At some point, it was going to happen.
At some point, the bluebirds-singing-kumbaya, happy-castles-built-on-sand fantasy that North Korea was willing to shed its nuclear arsenal, the notion that it’s time to schedule a flight to Oslo for the Nobel ceremony because, really, “everyone’s saying” that President Trump has earned it -- at some point, all of that was going to collide with hard reality, and reality was going to win.
And if that moment hasn’t happened quite yet, if North Korean and American officials manage to stumble through this latest dispute to the scheduled June 12 summit, it is coming nonetheless. The avowed, oft-repeated goal of the Trump administration -- “the complete verifiable irreversible denuclearization of North Korea” -- is not and was not ever attainable.
Once you accept that fact, important questions flow from it:
1.) Donald Trump has invested a lot of personal ego and ambition in the idea that such an accomplishment is possible, and that he is the only man who can pull it off. He has done so publicly, even flamboyantly, as is his nature, bragging about it almost as if something grand has already been accomplished. By doing so -- and by making it clear how badly he personally wants and needs this deal -- he has surrendered significant leverage to both North Korea and China. You don’t walk onto the car lot telling the salesman how very much you love that new Lincoln and how much you want your neighbors to see you driving it, but that ‘s exactly what Trump has done.
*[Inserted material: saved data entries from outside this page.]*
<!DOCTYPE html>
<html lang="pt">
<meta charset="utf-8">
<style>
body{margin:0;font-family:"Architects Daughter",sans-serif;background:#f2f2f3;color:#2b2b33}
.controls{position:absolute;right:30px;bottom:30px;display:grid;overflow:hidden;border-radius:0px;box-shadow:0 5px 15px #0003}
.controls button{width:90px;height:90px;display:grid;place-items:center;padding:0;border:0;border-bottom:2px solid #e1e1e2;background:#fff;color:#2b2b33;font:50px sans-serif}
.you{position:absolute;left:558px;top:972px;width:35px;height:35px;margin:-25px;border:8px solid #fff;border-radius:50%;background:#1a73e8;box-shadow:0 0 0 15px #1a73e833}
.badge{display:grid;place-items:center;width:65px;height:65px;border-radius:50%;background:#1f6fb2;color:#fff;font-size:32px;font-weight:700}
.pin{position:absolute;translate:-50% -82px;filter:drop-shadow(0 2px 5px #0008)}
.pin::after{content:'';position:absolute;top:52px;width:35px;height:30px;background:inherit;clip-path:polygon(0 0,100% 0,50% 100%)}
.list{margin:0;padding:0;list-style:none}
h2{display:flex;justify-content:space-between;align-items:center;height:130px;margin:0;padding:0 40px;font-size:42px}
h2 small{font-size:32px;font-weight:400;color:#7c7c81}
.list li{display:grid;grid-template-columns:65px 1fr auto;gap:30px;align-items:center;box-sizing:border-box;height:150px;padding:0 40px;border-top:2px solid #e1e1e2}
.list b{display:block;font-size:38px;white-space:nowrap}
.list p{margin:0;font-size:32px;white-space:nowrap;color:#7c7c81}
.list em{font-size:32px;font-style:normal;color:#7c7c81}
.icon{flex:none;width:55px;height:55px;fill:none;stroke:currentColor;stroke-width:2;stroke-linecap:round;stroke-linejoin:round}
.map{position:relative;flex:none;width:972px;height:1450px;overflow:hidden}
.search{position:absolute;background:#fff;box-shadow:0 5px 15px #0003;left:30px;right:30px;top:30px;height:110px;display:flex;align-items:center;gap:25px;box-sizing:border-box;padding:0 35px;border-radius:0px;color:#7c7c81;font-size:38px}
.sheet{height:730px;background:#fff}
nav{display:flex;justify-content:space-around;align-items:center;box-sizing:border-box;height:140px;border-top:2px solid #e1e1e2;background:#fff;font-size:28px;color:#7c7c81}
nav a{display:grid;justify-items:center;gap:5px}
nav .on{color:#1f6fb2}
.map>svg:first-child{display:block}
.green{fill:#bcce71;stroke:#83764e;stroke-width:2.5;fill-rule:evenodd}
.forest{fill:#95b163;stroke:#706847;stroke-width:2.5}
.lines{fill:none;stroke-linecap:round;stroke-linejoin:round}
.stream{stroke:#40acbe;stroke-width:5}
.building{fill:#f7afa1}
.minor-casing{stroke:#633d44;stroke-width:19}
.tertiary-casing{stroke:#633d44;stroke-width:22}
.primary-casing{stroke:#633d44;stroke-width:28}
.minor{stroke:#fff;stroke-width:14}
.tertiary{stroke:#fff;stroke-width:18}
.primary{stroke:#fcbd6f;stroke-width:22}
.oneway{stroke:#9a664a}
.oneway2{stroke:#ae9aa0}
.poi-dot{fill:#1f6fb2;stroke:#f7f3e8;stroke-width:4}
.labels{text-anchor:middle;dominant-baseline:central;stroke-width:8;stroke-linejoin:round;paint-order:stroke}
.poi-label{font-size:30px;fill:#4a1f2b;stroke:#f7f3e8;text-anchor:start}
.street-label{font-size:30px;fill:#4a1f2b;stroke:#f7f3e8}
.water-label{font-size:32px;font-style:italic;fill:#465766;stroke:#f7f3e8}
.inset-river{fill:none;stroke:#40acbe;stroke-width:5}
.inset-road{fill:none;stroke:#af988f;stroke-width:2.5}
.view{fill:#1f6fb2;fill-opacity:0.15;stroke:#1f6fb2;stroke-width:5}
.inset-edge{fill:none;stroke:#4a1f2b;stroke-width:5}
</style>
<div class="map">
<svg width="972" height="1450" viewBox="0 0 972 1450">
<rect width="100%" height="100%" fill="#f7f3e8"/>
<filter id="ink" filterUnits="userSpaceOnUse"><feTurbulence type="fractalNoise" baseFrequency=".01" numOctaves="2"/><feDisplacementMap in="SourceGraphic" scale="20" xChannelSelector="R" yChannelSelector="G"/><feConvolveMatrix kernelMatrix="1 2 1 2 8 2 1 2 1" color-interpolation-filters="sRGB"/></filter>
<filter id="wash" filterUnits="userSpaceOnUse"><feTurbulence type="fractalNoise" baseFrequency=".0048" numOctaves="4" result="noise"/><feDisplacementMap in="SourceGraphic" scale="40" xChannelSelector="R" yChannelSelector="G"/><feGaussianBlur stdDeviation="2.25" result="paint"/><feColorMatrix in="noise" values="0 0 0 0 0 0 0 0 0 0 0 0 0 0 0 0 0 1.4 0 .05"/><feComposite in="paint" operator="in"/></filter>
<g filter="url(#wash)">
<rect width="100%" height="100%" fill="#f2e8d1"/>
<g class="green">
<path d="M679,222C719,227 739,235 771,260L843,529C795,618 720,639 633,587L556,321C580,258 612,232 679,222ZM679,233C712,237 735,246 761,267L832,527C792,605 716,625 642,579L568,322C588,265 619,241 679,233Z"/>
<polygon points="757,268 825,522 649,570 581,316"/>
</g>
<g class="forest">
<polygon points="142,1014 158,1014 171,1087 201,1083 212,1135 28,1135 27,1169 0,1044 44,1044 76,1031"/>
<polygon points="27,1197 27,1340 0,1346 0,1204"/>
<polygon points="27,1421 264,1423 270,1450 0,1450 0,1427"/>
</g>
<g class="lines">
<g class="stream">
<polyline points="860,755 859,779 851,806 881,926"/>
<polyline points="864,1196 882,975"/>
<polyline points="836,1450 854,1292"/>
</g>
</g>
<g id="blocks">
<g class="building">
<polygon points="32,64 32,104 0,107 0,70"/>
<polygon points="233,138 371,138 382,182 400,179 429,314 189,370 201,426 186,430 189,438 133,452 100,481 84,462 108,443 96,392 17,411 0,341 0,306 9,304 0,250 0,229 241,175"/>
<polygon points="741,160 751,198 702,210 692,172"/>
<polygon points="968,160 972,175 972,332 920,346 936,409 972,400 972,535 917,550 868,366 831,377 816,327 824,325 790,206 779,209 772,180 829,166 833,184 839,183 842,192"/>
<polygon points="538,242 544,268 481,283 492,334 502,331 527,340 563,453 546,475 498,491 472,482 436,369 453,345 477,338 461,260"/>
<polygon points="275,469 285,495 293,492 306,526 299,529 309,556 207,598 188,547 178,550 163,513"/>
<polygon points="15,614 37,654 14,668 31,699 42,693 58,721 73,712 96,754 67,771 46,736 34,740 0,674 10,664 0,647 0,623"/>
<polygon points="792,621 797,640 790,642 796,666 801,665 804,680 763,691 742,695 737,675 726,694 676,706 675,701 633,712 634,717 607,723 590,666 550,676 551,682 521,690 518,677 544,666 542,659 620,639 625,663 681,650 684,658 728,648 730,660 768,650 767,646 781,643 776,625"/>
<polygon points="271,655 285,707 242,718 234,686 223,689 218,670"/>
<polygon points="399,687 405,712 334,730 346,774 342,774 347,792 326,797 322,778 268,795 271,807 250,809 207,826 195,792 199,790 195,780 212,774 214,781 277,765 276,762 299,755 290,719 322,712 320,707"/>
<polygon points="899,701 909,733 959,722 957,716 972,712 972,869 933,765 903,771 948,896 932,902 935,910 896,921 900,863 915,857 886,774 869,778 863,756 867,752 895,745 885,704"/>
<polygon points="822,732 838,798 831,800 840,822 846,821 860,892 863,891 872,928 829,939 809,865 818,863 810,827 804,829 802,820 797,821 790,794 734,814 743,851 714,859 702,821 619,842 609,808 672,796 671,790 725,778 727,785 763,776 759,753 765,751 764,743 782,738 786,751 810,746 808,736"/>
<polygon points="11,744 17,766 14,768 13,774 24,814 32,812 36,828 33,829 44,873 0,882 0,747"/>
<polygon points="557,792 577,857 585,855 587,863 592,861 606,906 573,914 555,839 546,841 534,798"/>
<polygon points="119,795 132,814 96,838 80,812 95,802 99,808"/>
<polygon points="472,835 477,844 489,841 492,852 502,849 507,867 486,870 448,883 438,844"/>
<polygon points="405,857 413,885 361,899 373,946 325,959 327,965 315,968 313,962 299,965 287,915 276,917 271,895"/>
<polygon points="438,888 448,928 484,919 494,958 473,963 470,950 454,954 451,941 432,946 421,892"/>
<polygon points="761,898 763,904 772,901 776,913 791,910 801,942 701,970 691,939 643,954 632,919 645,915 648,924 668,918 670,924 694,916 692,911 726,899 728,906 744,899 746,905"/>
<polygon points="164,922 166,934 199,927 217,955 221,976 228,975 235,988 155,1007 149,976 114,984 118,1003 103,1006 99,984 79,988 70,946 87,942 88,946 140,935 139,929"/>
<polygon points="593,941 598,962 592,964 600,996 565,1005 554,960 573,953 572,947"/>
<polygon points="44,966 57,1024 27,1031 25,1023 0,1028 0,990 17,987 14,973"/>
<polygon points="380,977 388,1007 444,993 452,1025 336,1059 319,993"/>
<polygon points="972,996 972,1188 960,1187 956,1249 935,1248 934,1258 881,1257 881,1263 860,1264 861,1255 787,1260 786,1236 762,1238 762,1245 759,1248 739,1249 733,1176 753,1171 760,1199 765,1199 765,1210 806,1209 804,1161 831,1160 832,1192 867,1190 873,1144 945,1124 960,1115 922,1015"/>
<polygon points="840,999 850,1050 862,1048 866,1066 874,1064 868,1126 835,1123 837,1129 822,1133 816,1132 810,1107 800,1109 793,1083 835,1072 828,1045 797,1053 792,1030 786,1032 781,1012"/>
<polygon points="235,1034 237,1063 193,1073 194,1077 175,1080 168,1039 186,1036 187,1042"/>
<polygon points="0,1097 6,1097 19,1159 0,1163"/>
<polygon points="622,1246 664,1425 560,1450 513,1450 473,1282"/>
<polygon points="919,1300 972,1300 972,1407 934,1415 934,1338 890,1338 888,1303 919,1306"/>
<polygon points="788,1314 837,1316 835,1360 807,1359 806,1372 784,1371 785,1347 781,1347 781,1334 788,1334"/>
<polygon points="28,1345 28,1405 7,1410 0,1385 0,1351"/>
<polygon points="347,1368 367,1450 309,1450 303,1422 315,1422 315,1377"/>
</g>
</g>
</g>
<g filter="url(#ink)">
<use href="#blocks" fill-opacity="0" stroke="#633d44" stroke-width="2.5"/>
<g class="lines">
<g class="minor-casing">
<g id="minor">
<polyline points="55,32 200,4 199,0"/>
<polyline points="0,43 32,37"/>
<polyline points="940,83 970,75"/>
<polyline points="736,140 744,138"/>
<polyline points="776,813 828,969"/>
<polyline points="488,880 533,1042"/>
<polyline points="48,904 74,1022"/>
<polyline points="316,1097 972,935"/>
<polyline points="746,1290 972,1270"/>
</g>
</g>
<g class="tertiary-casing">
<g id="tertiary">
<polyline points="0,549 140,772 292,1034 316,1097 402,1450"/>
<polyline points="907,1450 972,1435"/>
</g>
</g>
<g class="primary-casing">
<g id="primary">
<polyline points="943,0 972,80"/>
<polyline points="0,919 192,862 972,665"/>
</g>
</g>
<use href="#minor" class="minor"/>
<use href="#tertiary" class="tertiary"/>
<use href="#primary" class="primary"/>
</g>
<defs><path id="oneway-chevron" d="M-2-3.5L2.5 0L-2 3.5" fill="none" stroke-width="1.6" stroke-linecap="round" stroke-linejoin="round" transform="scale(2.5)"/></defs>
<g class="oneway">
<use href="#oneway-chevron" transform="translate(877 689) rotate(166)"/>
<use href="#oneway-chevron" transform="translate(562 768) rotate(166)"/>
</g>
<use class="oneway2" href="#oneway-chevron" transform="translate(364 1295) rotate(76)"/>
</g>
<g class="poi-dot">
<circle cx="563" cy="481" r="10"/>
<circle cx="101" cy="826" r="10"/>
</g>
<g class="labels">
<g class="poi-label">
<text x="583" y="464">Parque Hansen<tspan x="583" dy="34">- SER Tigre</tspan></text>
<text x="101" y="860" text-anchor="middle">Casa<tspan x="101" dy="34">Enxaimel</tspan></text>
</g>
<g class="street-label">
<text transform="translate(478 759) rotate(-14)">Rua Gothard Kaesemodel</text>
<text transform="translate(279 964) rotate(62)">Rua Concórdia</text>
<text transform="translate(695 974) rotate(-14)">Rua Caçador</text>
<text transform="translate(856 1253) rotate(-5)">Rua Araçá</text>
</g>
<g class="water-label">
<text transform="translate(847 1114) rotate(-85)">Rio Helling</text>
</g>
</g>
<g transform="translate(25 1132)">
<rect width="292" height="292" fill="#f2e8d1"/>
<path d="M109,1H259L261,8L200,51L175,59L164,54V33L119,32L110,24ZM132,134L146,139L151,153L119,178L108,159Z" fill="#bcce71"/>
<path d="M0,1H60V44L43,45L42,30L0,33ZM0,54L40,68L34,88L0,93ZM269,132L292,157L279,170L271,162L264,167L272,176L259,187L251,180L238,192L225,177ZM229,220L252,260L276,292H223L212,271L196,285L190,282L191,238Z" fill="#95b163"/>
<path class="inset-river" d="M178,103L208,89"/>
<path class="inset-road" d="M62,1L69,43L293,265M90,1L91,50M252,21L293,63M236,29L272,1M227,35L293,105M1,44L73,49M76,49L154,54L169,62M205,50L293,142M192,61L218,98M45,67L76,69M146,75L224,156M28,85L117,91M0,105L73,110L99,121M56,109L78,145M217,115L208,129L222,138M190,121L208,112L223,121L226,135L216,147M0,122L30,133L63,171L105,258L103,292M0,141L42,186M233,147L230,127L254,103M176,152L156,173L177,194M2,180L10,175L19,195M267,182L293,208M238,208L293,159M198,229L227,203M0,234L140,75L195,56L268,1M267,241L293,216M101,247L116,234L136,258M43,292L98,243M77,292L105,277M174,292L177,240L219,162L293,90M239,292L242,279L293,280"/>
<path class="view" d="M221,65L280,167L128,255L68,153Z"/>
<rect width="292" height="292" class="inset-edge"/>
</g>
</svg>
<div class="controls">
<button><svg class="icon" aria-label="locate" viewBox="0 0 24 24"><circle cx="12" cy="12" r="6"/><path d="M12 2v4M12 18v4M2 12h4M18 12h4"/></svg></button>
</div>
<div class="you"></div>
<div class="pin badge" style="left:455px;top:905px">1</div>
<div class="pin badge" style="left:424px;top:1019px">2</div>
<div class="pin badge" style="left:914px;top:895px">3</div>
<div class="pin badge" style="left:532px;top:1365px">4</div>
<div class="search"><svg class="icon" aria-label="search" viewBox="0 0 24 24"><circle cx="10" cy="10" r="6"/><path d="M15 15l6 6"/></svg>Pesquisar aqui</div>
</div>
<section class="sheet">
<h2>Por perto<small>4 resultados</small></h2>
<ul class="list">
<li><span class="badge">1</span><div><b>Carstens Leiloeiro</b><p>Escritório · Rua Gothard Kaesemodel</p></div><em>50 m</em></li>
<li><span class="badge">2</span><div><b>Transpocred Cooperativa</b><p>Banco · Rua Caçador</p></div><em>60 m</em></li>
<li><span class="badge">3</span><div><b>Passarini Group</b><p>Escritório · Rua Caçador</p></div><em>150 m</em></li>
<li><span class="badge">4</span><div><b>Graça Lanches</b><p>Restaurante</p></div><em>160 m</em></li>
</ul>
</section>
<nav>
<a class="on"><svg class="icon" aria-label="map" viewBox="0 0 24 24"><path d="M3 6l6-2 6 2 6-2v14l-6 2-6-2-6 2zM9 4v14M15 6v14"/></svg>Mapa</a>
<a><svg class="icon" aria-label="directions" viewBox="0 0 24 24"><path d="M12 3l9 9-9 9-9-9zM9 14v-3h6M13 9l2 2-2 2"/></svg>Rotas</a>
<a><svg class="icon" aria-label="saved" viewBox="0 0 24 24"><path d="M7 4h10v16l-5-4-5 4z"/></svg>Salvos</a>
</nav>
It is the act of an amateur, being played by professionals.
So how will Trump react when -- not if, but when -- it all starts to fall apart? In past negotiations with Congress over issues such as spending, Obamacare and gun-safety laws, Trump has tried to salvage a deal by basically caving to other side, only to be reined back in by his staff and conservative leadership. That’s because Trump cares a lot about getting the credit for closing the deal, and not at all about the actual details or policy involved in that deal.
That behavior becomes much more problematic in a face-to-face summit setting, where Trump will be presumed to speak on behalf of the U.S. government rather than as a partisan politician, and where the topic is nuclear weaponry. As the president has also demonstrated -- i.e., “Do not congratulate Putin for the election!” -- he is likely to blurt out almost anything in such settings no matter how strongly his staff attempts to impose discipline.
The alternative Trumpian response -- anger and frustration that his dreams of being world peacemaker have been dashed, making him look foolish in the process -- is equally likely and even more troubling. History tells us that Trump is not a man who responds maturely to public failure; his instinct is to get vindictive and lash out blindly, blaming everyone but himself. And in this context, that could get an awful lot of innocent people killed.
For that reason, it’s probably better if this whole thing falls apart now, before a summit, than in the aftermath of a high-profile international event in which expectations are raised, then dashed.
2.) If “complete verifiable irreversible denuclearization of North Korea” proves unattainable, is it possible to attain something short of that goal that still benefits all parties involved and increases their sense of security? Maybe. North Korea does want a deal, largely because sanctions are imposing real pain. The question here is whether the Trump administration is willing and able to pursue such a course, and whether they can sell it to their supporters back home. My sense is no, they cannot, particularly after scuttling the Iran deal for being insufficiently tough.
I hope that I’m proved wrong about all of this. I hope that despite the slapdash, almost desperate way this effort is being put together, something good and lasting can come out of it. I just don’t see how.